Politics and international relations

Peru is a presidential representative democratic republic with a multi-party system, which was established in 1993. Peru has a turbulent political background, changing back and forth between periods of democratic and authoritarian rule. In more recent years, Peru has taken steps to consolidate its democracy and pursue market-friendly economic policies. In addition, it has improved its economic governance and social integration. Nevertheless, poverty and social exclusion are still issues in the poorest communities and are crucial for the future economic development of the country. Additionally, institutional and macroeconomic stability is needed to allow for Peru to achieve its development goals.

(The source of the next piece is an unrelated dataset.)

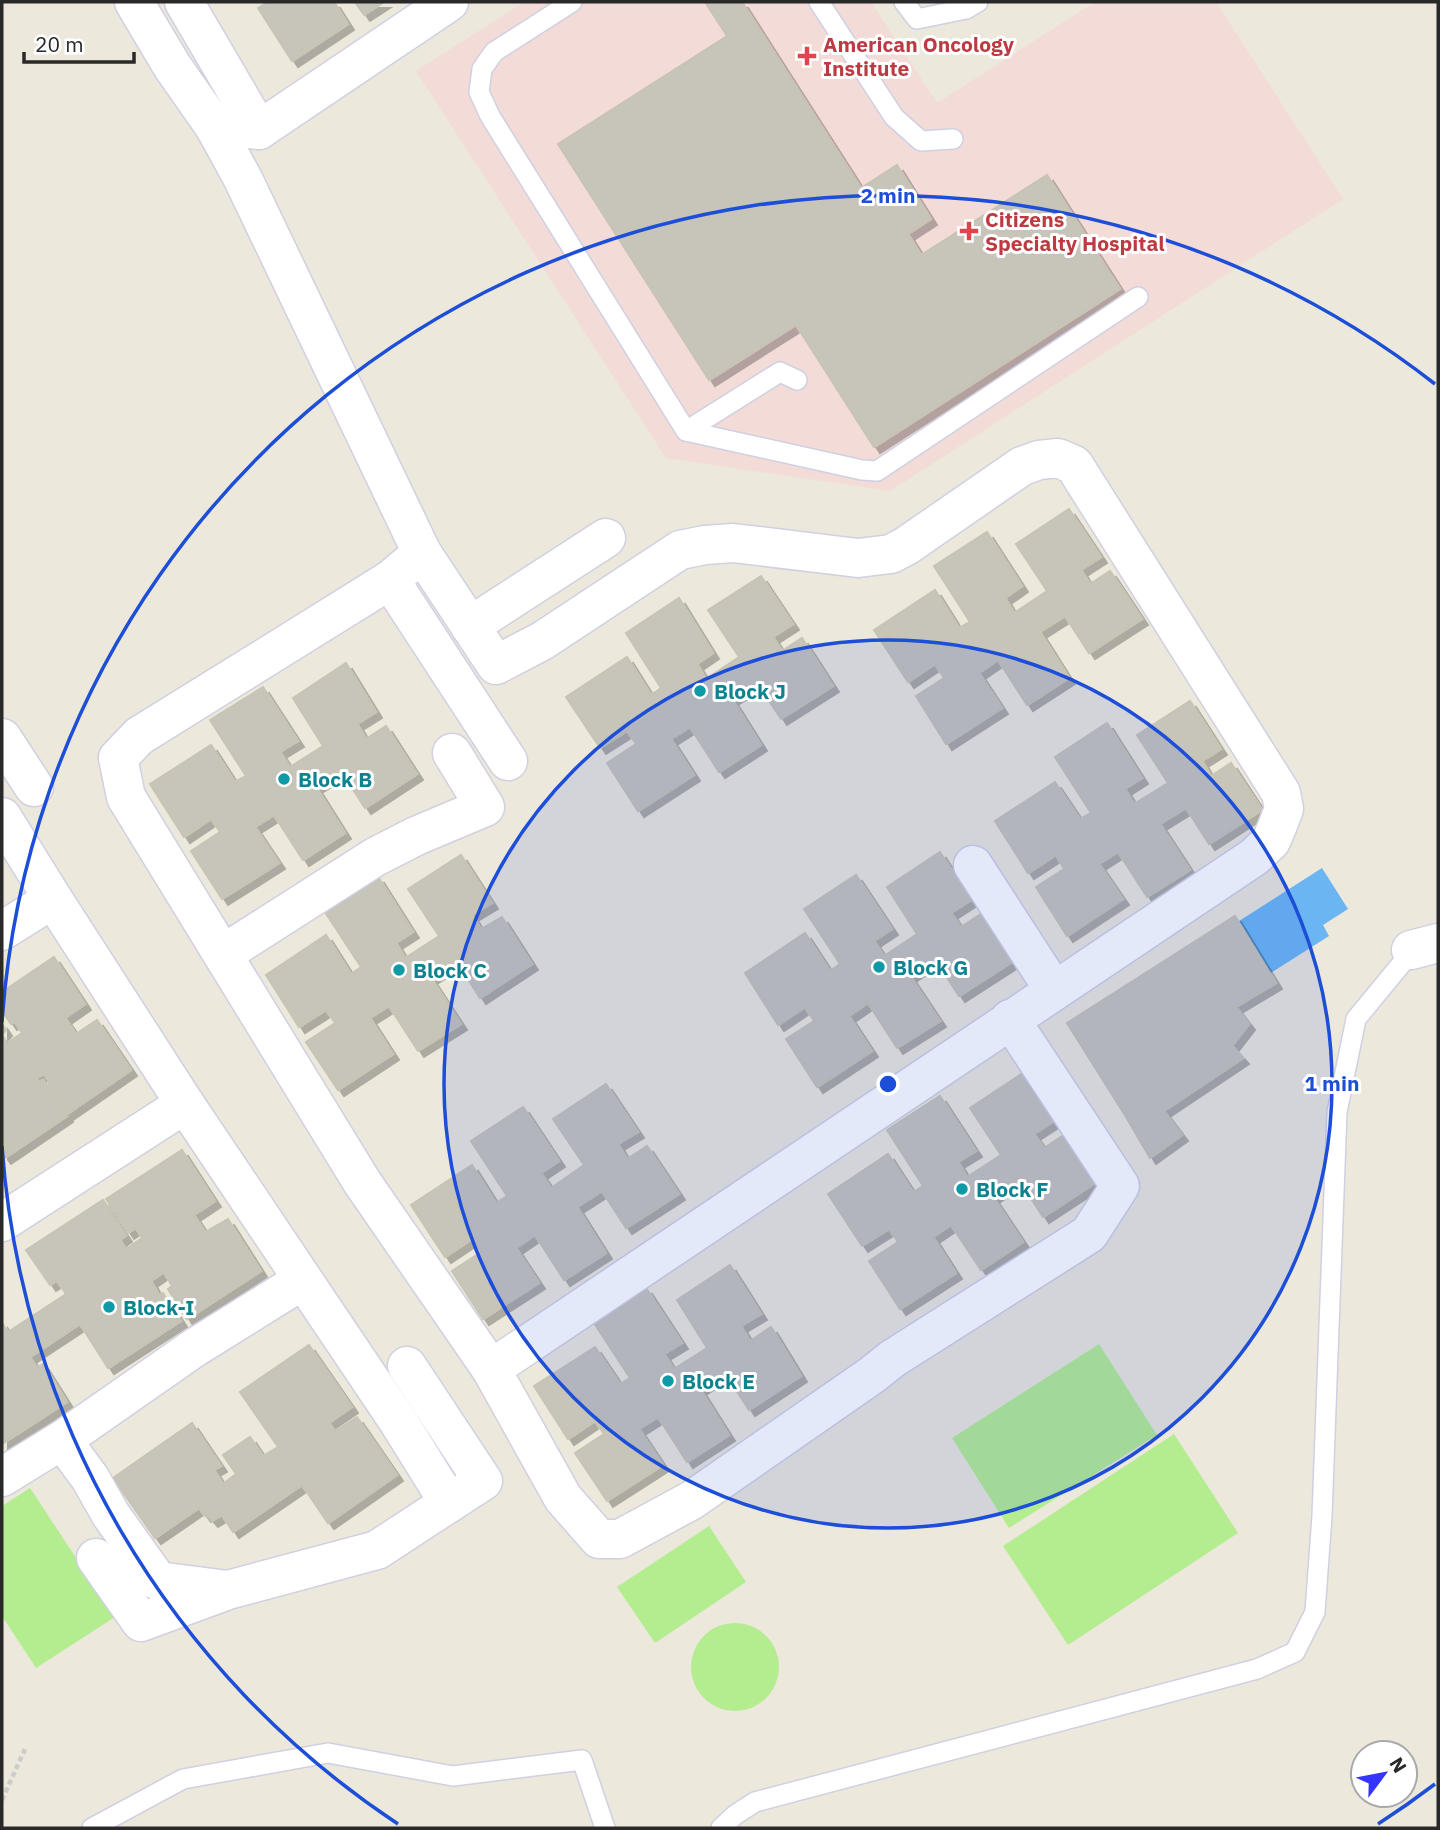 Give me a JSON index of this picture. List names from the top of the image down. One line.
{"places":{"health":["American Oncology Institute","Citizens Specialty Hospital"],"other":["Block J","Block B","Block G","Block C","Block F","Block-I","Block E"]},"scale_bar":"20 m","north":"top right","rings":["2 min","1 min"]} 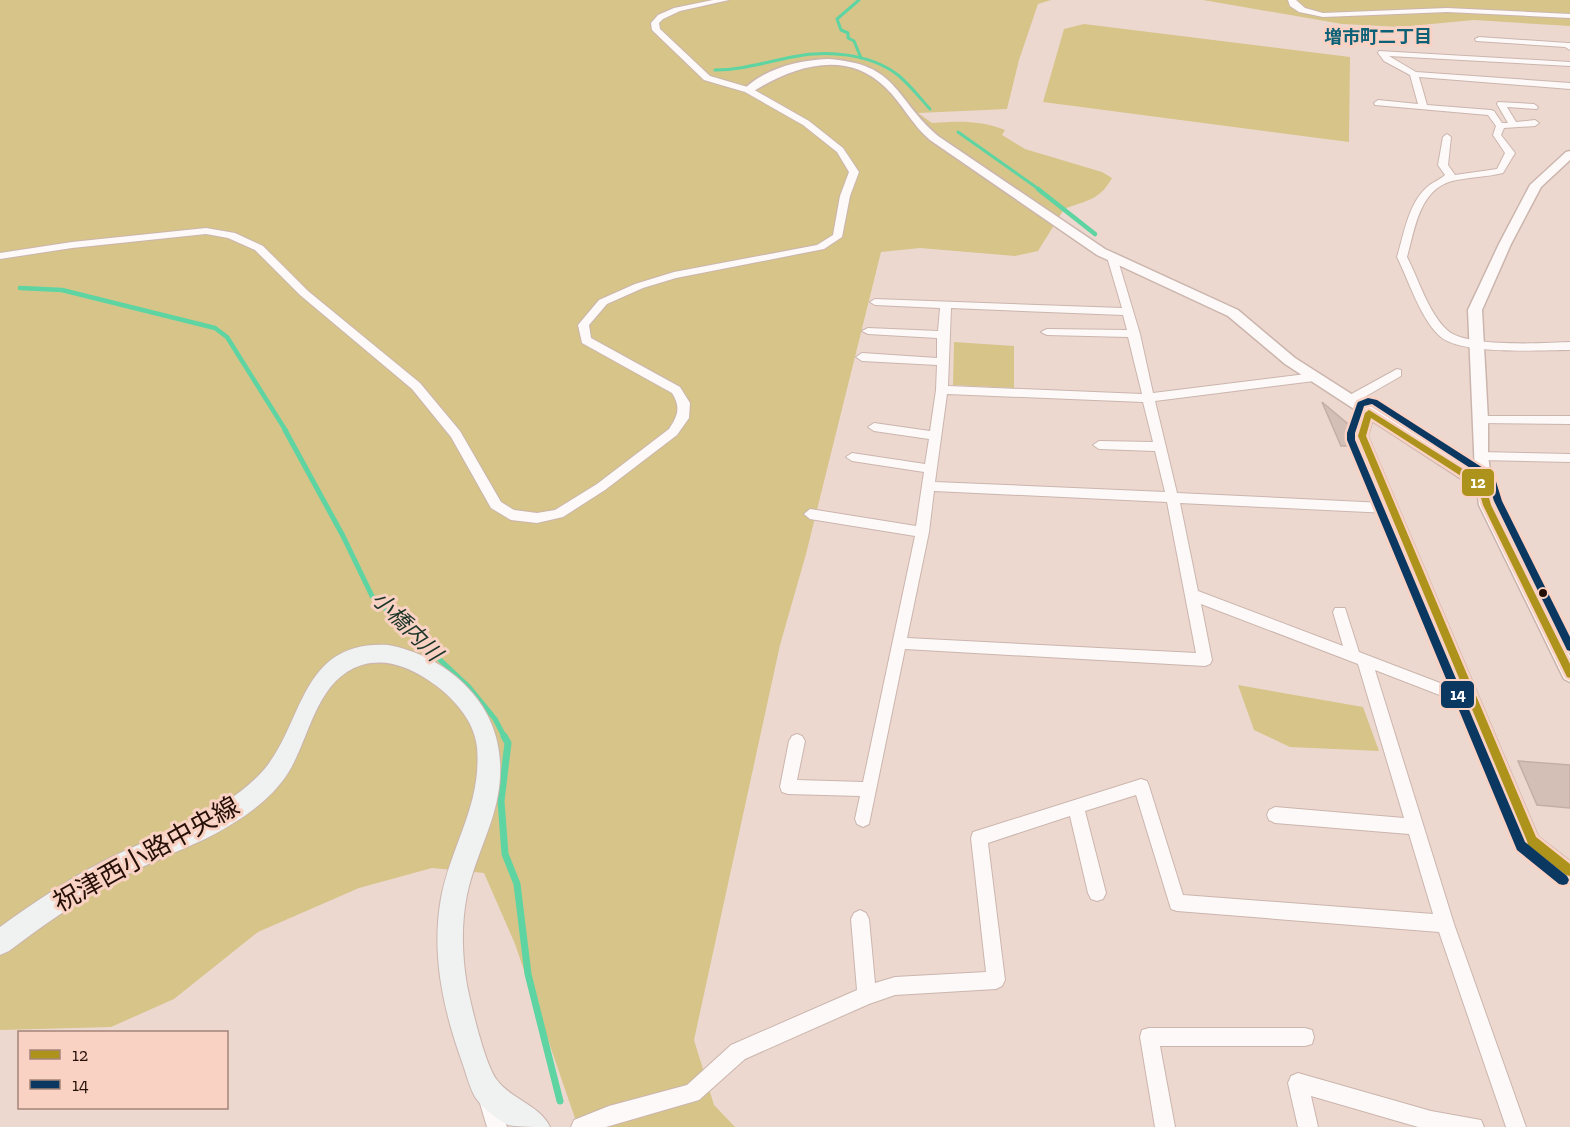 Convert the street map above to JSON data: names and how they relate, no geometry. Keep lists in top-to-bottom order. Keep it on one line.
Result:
{"streets":{"main road":["祝津西小路中央線"]},"districts":["増市町二丁目"],"water":["小橋内川"],"lines":["transit line 14","transit line 12"],"legend":["12","14"]}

Peru’s latest president, the conservative Pedro Pablo Kuczynski, was inaugurated 28 July 2016. While he aims to calls for a social revolution in Peru to fight income inequality and improve basic services, he needs the approval of his opponent Keiko Fujimori’s, who has a majority of seats in the Congress. Peru is has been a member of the United Nations, APEC and the WTO. In addition, Peru is committed to free trade. More than 80% of trade is covered by Free Trade Associations (FTAs). Peru is planning to fully integrate into the ANDEAN Free Trade Area, is an active supporter of the Free Trade Area of the Americas (FTAA), had a founding role in the free trading Pacific Alliance bloc, and has an active participation in the Trans-Pacific Partnership negotiations.

Infrastructure

The World Economic Forum Global Competitiveness Report ranked Peru 67th out of 138, with its neighboring countries ranking 61st (Colombia), 81st (Brazil), 91st (Ecuador) and  122nd (Bolivia). Compared to other Latin American and Caribbean countries, Peru scores quite high on macroeconomic environment and financial market development but is behind on technological readiness, innovation and infrastructure. Peru is a multilingual country, with Spanish as the main spoken language and traditional languages Quechua and Aymara to a lesser extent. Peru’s infrastructure remains underdeveloped, and the infrastructure gap for the years 2016–2025 is estimated to be approximately US$ 159.5 billion (Law Business Research, 2017).  Of this amount, approximately US$ 57.5 billion is linked to the transportation infrastructure gap; US$ 17 billion for railway investments; US$31.8 billion for highway investments; US$ 2.3 billion for airport investment and US$ 6.3 billion for port infrastructure (Law Business Research, 2017). Peru’s recent economic successes have prompted infrastructure development by the former and recently elected government. The government has created a legal framework encouraging local and foreign investments in infrastructure projects, by passing laws that allow for public-private partnerships (PPP).